• Work to be completed
Whenever the word "from" appears in a line of the data below, copy that line.

• Listed entries

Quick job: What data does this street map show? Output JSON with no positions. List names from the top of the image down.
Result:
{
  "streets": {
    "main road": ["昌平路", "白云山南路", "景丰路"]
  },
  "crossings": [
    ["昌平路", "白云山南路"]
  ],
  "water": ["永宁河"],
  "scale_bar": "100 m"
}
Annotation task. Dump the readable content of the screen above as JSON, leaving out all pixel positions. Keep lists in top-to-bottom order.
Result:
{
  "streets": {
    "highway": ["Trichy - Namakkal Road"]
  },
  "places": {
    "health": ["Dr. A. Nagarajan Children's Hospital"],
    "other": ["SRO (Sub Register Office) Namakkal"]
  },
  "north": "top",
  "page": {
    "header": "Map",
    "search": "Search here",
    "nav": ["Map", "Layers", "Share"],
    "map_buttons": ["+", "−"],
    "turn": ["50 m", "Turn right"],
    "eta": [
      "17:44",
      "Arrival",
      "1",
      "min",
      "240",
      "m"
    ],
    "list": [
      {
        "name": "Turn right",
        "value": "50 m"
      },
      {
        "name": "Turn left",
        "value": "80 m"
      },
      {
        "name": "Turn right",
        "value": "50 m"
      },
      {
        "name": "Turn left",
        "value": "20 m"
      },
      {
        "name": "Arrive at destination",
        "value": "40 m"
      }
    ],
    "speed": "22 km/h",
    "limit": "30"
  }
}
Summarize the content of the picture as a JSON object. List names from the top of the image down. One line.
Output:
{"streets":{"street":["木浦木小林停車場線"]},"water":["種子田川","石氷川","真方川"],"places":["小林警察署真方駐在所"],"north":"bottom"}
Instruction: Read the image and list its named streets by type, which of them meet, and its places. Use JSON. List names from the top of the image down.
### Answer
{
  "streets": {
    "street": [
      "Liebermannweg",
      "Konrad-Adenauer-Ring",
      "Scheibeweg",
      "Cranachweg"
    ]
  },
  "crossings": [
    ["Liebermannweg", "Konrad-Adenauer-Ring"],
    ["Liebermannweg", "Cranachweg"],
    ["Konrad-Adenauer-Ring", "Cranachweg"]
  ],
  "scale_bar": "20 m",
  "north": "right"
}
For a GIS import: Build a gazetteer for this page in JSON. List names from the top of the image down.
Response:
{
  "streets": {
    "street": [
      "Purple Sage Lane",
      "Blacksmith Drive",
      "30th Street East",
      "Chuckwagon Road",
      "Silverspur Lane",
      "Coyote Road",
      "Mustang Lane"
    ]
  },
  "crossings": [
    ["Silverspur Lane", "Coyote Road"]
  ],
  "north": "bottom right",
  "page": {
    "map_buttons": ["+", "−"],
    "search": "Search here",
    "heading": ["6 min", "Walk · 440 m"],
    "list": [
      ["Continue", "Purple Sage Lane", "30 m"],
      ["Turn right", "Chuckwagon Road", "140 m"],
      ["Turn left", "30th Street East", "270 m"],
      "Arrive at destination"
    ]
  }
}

• Answer to the problem
Quick job: What data does this street map show? Output JSON with no positions. List names from the top of the image down.
Summarize the content of the picture as a JSON object. List names from the top of the image down. One line.
Instruction: Read the image and list its named streets by type, which of them meet, and its places. Use JSON. List names from the top of the image down.
For a GIS import: Build a gazetteer for this page in JSON. List names from the top of the image down.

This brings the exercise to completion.